DragonFly milestone
By joe
- 6 minutes read - 1244 wordsA long time ago, on a computer not so far away, we built a program called “SICE”. Yeah, I am not known for naming things well. SICE’s entire purpose in life was to be a user centric interface to HPC systems. When users wanted to run jobs, they filled out a web form that described the job, and off it went. This was not similar to other things out there in the market. This was designed not to sell queuing systems, or other bits. SICE was all about making peoples lives easier in using their systems. Odd concept that.
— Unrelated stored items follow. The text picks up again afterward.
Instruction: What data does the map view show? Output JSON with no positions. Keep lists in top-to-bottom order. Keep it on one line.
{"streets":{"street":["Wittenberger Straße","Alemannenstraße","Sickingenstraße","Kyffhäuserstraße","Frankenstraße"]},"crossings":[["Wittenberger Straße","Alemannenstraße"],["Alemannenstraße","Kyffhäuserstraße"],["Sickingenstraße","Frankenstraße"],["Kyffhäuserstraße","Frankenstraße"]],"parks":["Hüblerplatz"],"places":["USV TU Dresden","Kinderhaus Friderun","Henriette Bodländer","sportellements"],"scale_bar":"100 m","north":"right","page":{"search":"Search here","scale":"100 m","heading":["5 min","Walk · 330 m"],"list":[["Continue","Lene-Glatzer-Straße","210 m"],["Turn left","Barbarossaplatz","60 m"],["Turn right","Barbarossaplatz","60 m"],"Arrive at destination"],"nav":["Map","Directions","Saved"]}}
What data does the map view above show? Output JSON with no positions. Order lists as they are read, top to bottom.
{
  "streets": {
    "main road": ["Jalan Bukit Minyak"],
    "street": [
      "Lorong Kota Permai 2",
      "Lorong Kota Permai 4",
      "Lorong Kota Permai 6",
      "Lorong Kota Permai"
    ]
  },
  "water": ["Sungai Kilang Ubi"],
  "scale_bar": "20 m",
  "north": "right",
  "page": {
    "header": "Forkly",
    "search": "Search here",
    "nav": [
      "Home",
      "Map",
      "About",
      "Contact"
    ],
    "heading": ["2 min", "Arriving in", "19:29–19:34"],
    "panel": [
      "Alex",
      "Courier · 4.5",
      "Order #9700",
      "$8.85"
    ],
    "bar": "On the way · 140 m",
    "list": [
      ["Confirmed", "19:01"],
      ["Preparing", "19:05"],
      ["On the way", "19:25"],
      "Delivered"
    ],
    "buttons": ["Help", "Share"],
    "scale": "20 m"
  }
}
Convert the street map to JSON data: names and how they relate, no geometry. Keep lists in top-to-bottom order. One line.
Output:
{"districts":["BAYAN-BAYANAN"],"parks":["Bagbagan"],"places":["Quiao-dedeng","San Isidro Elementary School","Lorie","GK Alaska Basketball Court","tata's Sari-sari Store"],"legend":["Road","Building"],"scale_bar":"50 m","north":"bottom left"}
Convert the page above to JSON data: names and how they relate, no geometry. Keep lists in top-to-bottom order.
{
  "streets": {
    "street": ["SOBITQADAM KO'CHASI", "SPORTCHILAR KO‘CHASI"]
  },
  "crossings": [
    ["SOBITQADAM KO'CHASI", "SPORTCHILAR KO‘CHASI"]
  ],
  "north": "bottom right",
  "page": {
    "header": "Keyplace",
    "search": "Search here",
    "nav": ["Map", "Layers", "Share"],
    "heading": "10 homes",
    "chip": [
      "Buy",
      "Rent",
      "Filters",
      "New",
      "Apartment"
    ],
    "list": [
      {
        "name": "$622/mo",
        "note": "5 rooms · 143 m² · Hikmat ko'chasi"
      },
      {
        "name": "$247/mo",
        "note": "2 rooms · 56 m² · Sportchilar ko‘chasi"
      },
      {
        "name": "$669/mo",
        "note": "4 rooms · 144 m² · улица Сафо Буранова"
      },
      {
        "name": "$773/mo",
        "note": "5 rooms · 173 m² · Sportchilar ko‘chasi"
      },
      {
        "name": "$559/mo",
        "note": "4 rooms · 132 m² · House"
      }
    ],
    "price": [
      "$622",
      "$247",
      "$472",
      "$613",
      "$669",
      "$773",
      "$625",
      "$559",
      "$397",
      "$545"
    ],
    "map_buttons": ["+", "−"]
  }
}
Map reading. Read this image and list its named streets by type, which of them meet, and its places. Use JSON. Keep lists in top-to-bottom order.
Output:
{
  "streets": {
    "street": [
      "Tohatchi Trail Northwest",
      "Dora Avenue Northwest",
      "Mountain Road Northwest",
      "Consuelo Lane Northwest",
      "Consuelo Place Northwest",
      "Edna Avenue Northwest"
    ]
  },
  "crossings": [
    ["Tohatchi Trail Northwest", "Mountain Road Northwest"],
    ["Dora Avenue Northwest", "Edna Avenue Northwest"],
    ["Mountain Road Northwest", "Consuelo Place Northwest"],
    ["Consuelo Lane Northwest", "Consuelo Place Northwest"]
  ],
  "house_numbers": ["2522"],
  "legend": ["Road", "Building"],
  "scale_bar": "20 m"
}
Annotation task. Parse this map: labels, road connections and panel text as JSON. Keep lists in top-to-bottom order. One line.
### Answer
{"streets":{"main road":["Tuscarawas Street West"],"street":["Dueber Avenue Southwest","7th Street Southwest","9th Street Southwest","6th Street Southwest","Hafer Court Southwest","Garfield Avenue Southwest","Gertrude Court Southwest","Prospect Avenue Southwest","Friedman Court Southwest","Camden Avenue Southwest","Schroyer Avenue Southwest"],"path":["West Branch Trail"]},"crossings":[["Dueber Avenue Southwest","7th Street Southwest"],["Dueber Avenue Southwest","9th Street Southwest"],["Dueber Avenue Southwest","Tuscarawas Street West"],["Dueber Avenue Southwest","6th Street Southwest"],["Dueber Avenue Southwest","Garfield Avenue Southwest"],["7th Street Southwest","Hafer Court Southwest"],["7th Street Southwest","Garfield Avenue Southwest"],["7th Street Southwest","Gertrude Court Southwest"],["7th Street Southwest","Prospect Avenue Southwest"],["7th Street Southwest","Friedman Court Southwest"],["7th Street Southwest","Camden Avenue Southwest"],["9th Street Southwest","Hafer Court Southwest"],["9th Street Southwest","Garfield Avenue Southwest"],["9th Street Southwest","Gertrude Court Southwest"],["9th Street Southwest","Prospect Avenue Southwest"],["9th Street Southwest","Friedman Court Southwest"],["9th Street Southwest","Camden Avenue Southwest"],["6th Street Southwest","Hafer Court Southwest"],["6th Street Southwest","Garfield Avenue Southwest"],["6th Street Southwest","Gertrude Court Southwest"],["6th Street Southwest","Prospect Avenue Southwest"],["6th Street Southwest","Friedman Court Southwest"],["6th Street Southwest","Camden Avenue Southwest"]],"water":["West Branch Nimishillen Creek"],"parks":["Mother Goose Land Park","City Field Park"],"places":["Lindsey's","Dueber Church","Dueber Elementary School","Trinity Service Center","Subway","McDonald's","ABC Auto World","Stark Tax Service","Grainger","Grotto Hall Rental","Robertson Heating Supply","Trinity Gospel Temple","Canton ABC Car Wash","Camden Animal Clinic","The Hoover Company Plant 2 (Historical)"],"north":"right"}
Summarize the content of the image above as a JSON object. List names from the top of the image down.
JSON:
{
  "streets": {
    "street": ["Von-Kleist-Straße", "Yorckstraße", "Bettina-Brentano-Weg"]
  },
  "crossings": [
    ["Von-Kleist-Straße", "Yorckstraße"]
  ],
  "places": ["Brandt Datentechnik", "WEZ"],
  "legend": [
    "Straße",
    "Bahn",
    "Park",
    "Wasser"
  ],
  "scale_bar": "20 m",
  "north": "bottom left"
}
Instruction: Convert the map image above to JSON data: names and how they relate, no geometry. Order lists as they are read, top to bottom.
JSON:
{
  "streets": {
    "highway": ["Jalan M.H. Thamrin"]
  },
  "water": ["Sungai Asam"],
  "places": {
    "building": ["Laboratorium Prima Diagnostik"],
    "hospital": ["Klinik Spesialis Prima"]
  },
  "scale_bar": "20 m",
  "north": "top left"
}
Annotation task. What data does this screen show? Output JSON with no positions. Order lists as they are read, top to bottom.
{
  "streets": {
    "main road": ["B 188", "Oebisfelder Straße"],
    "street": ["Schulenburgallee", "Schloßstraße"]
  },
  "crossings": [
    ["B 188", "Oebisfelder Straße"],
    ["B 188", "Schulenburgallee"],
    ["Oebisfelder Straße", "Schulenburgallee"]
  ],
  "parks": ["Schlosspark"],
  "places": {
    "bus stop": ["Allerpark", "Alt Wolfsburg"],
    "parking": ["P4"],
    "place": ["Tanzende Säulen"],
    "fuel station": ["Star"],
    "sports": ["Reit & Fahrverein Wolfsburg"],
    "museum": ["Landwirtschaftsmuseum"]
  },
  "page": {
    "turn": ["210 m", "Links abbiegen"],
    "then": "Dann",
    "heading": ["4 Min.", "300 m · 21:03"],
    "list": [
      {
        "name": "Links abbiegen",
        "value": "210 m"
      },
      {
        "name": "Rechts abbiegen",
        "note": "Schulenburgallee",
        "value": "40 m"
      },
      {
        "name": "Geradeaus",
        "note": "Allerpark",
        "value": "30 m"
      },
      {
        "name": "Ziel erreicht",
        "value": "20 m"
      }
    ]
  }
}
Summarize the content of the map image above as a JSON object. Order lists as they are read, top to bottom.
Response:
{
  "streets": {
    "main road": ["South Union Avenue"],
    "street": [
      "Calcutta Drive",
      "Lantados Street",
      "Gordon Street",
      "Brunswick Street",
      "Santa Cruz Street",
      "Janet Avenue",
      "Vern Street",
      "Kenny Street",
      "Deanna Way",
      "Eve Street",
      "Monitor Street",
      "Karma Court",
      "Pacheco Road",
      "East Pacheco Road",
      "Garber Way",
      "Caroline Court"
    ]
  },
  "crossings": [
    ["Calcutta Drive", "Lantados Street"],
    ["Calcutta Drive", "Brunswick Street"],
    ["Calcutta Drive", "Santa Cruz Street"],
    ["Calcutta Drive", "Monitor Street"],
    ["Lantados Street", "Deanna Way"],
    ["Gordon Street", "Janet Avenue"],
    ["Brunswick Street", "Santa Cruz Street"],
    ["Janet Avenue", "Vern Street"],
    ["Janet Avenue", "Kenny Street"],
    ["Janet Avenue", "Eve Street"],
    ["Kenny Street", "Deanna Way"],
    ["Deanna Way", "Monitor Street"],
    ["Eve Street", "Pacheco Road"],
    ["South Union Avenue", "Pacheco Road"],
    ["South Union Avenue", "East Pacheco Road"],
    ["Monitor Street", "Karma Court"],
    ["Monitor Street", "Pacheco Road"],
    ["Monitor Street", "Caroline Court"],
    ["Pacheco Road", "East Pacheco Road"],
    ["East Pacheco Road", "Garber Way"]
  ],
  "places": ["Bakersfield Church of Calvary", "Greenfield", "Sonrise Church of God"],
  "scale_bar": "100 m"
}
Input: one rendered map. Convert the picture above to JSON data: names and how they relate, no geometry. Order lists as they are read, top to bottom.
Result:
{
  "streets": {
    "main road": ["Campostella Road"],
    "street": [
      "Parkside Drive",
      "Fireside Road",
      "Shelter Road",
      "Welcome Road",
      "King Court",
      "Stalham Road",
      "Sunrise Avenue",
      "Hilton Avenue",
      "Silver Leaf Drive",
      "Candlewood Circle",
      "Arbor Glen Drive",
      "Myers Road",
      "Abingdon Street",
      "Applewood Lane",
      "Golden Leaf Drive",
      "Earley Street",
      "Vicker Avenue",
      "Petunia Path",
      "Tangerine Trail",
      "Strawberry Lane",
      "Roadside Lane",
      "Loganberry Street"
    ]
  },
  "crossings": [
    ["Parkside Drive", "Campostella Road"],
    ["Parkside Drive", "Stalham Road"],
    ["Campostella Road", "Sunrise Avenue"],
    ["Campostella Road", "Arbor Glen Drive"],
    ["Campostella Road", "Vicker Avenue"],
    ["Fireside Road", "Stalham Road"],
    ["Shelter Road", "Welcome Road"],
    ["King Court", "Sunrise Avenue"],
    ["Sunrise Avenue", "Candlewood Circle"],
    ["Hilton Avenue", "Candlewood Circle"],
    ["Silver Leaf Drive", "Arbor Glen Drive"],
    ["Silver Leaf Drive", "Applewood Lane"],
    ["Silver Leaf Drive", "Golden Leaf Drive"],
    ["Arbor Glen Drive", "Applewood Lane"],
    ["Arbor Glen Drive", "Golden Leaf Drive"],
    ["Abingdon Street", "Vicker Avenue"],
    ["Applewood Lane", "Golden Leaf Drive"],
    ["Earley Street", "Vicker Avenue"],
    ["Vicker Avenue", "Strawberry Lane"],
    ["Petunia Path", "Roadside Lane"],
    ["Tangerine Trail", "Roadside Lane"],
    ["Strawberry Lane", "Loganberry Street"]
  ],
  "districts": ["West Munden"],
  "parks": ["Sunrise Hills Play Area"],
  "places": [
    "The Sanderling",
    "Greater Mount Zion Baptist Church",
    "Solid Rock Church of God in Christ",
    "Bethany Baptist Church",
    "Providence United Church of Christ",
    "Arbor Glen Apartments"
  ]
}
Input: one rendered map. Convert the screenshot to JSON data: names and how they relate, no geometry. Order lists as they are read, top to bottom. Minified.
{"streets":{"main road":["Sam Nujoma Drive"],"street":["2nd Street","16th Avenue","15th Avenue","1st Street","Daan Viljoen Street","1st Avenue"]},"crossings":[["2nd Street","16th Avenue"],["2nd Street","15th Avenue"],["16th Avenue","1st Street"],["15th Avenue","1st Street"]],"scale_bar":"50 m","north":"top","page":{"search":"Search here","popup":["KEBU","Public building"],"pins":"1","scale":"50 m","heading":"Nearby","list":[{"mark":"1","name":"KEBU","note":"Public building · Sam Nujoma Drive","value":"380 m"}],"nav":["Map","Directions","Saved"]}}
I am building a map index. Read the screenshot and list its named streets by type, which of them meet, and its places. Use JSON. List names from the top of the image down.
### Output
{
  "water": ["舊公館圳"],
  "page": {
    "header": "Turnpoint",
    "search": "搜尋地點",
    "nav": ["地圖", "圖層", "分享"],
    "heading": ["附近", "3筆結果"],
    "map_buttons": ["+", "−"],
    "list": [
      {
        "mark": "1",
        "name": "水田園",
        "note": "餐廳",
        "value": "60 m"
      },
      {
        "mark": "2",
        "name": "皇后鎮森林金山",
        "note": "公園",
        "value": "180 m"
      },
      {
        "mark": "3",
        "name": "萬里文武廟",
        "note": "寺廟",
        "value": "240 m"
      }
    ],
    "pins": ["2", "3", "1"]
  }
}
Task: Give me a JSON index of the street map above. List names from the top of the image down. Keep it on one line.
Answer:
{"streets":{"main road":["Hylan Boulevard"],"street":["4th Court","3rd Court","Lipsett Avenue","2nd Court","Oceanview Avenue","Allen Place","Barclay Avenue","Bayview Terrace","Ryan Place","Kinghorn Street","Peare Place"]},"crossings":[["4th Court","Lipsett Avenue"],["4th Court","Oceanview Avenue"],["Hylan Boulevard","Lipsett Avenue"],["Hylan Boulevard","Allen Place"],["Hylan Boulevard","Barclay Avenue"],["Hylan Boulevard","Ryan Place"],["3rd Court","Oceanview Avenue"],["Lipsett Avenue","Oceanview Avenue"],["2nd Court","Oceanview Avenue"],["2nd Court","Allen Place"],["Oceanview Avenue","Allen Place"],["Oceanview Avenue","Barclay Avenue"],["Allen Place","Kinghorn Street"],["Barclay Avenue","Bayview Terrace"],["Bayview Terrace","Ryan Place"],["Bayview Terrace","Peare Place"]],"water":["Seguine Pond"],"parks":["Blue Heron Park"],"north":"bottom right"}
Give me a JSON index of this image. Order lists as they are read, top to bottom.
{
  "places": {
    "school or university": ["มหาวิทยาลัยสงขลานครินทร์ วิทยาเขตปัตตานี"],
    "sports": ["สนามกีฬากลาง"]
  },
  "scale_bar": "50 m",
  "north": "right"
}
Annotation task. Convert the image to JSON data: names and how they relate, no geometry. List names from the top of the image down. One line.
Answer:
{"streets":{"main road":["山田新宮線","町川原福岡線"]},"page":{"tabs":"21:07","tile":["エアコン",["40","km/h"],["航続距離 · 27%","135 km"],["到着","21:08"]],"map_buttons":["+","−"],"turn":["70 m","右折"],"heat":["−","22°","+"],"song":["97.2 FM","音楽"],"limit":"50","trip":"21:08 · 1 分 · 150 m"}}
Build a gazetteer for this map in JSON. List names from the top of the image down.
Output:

Of course, the first version wasn’t that good. Basically a fancy CGI script. Some additional bits to drive a script which drove a program. Each new program required a new script. And a new web page. To say it was unwieldly was, well, to be quite honest. Second version. Oddly enough, I called it SICE v1. One of the day job’s larger customers said “hey cool” and “can you integrate these programs into it”. Which we did. There is a long story behind some of this, getting it up and running. An object lesson in not believing people when they say “oh yes, it is a good input deck”. I have taken to saying “prove it”. My skepticism, as it turns out, is quite well founded. Had I only had the skepticism in place earlier, I could have saved months of effort (I kid you not). Said customer wanted support, though like many things, the money side of that never showed up. We did provide at least baseline support. We learned quite a bit about what was wrong with version 2 (or v1) in the process. A script per code is horrible. Each script is different. Trying to wrap everything to fit in our idea of a framework turned out to be a bad design decision for a number of reasons. Most folks are currently doing this. However, some of the technology we had developed (starting in 2002!) which made its way into this system turned out to be spectacularly good. So we started planning and planning for version 3 which I started calling SICE v2. I finally tired of that name, and called it DragonFly. This is not DragonFly BSD. Shouldn’t be any confusion whatsoever. Started working on DragonFly in early 2006. Set up some things, tore them down. During this time we did a few technological shifts that helped us make the coding a great deal saner/easier. Decided in this interval to make this one dual licensed (previous was open source). Did this planning/testing for 1.5 years, until, finally, said customer indicated that they were interested. Nothing focuses you like the need to deliver product. So we accelerated the coding. The major issues are that adding new codes should be simple. Very simple. Usage is web based. Should run everywhere, the acid test is if I can submit jobs from my cell phone. There is so much more to this, this is just the tip of the iceberg. More soon. I promise. But the milestone: DragonFly generated it’s first working job tonight. Not submitted into queue, we are waiting on some other development to complete for that, probably around thursday.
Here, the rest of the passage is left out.